■ Prompt: Could you filter the material and copy every line where the word "compass" occurs?

■ Material for this task:
::::

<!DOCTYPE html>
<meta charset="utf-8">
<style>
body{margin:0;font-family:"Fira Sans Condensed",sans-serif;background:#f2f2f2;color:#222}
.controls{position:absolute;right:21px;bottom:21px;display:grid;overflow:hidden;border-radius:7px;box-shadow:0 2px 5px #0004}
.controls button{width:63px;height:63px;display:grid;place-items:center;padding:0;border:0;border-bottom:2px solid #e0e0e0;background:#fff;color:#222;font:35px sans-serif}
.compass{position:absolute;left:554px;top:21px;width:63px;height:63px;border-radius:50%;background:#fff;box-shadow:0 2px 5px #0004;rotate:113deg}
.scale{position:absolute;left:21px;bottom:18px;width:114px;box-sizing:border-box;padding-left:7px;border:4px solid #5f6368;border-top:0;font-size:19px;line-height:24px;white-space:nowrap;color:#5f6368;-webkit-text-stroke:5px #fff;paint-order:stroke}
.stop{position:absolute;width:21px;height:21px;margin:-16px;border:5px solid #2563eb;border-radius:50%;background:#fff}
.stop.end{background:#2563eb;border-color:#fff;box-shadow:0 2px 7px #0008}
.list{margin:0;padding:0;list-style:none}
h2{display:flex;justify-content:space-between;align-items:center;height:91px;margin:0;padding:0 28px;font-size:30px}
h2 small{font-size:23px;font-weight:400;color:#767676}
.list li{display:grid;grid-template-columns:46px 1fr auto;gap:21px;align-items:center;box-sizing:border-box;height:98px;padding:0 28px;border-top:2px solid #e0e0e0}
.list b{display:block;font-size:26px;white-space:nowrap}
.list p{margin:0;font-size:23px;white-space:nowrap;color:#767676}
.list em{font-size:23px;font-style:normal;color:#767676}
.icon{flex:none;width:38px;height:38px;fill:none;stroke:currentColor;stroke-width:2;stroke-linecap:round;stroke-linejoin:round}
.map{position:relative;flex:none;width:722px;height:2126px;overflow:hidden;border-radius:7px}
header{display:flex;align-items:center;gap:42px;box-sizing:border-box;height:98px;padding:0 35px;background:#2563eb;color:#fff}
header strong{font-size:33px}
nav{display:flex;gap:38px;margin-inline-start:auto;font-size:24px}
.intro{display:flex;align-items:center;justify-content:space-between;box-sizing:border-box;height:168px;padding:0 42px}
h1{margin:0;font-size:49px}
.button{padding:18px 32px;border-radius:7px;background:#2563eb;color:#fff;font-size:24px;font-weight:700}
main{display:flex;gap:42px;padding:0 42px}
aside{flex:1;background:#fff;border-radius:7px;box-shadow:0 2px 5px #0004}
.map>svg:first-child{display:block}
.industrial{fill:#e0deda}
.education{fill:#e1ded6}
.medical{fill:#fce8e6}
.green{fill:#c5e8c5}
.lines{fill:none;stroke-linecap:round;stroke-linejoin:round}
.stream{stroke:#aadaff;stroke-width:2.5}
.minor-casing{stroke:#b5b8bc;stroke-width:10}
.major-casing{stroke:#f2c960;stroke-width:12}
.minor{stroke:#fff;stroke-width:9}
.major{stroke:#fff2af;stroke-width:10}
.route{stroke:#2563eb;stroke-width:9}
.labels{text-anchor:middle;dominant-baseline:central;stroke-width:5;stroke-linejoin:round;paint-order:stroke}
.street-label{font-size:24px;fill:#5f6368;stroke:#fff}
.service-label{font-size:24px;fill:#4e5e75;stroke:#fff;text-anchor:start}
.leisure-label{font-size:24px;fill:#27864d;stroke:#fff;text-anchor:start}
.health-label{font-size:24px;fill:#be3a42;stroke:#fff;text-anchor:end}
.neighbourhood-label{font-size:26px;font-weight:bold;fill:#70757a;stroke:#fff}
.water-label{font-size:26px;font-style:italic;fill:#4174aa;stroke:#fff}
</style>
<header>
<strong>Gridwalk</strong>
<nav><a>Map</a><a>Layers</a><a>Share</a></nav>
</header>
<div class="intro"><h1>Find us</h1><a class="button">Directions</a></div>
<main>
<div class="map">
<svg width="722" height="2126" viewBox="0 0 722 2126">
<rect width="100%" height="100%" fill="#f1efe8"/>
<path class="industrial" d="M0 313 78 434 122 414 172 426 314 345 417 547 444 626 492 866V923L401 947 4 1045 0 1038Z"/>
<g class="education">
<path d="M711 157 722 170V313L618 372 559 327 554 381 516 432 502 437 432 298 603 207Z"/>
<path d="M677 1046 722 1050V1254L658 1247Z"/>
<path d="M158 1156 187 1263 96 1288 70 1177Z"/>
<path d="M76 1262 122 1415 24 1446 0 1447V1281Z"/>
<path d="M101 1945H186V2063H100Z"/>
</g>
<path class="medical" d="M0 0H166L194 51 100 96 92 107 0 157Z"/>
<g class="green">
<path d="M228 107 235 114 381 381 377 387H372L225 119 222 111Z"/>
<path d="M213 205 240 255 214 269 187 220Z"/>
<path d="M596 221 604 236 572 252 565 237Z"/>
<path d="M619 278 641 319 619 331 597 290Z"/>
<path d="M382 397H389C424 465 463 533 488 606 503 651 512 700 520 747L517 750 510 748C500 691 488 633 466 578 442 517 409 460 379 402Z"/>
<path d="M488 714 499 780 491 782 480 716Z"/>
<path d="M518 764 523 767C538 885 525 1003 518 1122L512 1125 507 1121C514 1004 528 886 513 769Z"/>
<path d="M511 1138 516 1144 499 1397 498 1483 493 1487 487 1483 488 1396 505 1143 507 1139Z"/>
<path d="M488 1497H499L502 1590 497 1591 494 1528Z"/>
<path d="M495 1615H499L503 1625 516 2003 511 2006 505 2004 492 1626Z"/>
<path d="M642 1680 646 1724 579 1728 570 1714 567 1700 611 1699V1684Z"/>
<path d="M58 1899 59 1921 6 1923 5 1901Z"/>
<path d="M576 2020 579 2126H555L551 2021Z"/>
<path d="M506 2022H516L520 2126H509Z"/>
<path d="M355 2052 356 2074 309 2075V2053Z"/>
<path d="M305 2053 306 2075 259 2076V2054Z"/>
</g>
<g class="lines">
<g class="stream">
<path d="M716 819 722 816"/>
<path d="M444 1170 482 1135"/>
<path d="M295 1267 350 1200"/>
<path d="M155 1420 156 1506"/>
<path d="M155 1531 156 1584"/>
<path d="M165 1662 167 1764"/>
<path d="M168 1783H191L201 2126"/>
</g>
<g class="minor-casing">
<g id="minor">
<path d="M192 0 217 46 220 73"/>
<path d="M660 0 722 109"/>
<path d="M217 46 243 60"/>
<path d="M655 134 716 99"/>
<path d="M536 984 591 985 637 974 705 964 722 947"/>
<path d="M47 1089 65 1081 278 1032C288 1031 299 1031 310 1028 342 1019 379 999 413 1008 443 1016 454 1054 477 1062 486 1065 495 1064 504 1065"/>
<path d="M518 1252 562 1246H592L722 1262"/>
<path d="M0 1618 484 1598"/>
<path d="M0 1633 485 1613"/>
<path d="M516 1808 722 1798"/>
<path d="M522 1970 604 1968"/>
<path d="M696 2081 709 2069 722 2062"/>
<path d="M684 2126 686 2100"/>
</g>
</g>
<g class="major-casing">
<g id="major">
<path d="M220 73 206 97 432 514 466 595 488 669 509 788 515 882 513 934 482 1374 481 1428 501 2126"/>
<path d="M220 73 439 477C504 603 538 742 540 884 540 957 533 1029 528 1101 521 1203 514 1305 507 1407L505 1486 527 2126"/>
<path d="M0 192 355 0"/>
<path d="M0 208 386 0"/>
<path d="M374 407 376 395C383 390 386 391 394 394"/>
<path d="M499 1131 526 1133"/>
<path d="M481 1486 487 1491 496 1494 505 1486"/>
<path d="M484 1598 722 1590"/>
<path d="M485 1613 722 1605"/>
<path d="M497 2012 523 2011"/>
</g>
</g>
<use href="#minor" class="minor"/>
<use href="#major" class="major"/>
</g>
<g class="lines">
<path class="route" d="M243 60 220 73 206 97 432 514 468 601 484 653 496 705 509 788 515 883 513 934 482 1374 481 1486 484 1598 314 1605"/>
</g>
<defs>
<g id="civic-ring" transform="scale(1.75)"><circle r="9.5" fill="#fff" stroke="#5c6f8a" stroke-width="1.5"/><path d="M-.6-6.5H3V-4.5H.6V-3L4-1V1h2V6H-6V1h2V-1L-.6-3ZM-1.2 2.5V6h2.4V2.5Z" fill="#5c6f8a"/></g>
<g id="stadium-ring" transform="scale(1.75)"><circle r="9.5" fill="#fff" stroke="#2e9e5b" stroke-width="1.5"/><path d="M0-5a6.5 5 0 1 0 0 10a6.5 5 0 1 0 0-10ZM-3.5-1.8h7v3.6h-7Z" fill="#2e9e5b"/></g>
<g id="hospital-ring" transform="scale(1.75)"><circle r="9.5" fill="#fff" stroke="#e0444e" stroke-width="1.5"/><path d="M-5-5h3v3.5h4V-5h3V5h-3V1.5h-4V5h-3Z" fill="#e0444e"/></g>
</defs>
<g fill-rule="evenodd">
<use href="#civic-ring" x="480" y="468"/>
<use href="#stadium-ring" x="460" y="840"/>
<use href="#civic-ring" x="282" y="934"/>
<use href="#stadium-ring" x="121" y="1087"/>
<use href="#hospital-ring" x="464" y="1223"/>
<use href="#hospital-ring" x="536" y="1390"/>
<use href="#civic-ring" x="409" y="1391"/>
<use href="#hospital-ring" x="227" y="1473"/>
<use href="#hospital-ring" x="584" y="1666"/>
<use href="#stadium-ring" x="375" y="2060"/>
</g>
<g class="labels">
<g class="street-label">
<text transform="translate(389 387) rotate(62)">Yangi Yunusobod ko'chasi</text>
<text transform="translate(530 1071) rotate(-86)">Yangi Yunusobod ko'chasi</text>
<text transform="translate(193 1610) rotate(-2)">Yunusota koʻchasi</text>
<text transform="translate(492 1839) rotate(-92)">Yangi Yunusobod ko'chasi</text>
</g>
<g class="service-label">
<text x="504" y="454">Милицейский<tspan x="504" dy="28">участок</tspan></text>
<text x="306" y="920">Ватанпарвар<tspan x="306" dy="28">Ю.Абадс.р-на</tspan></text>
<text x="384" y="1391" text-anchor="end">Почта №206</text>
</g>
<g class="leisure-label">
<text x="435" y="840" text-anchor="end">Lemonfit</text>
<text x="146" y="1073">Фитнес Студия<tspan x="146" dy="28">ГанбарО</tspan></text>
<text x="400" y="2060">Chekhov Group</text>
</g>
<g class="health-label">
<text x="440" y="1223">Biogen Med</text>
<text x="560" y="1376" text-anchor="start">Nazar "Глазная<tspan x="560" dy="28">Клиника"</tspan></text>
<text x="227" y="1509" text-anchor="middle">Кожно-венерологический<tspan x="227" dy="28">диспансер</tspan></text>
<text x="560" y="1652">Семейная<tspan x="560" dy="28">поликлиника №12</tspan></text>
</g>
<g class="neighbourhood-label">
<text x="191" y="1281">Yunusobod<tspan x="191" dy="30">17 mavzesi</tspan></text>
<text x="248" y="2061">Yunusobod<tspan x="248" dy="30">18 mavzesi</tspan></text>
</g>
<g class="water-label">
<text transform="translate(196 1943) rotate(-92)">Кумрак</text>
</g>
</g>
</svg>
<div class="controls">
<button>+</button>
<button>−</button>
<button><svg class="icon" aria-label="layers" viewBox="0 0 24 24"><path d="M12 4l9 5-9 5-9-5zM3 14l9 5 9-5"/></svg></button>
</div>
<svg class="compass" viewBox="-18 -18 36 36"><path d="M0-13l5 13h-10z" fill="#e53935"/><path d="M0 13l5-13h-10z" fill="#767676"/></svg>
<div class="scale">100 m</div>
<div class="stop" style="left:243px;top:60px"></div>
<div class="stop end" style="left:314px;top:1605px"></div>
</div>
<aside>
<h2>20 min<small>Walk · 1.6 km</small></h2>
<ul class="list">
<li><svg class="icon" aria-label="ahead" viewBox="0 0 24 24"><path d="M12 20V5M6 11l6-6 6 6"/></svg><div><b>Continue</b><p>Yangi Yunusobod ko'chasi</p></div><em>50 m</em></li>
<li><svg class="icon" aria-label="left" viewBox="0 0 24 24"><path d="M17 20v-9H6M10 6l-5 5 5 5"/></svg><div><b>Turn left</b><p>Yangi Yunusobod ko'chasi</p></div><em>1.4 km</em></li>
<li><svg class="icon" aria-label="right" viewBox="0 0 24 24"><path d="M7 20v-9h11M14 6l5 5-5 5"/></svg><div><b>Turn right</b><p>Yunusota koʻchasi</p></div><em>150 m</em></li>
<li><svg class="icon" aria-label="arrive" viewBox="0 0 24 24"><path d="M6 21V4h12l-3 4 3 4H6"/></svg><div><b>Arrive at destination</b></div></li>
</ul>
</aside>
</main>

::::

■ Solution to the problem:
.compass{position:absolute;left:554px;top:21px;width:63px;height:63px;border-radius:50%;background:#fff;box-shadow:0 2px 5px #0004;rotate:113deg}
<svg class="compass" viewBox="-18 -18 36 36"><path d="M0-13l5 13h-10z" fill="#e53935"/><path d="M0 13l5-13h-10z" fill="#767676"/></svg>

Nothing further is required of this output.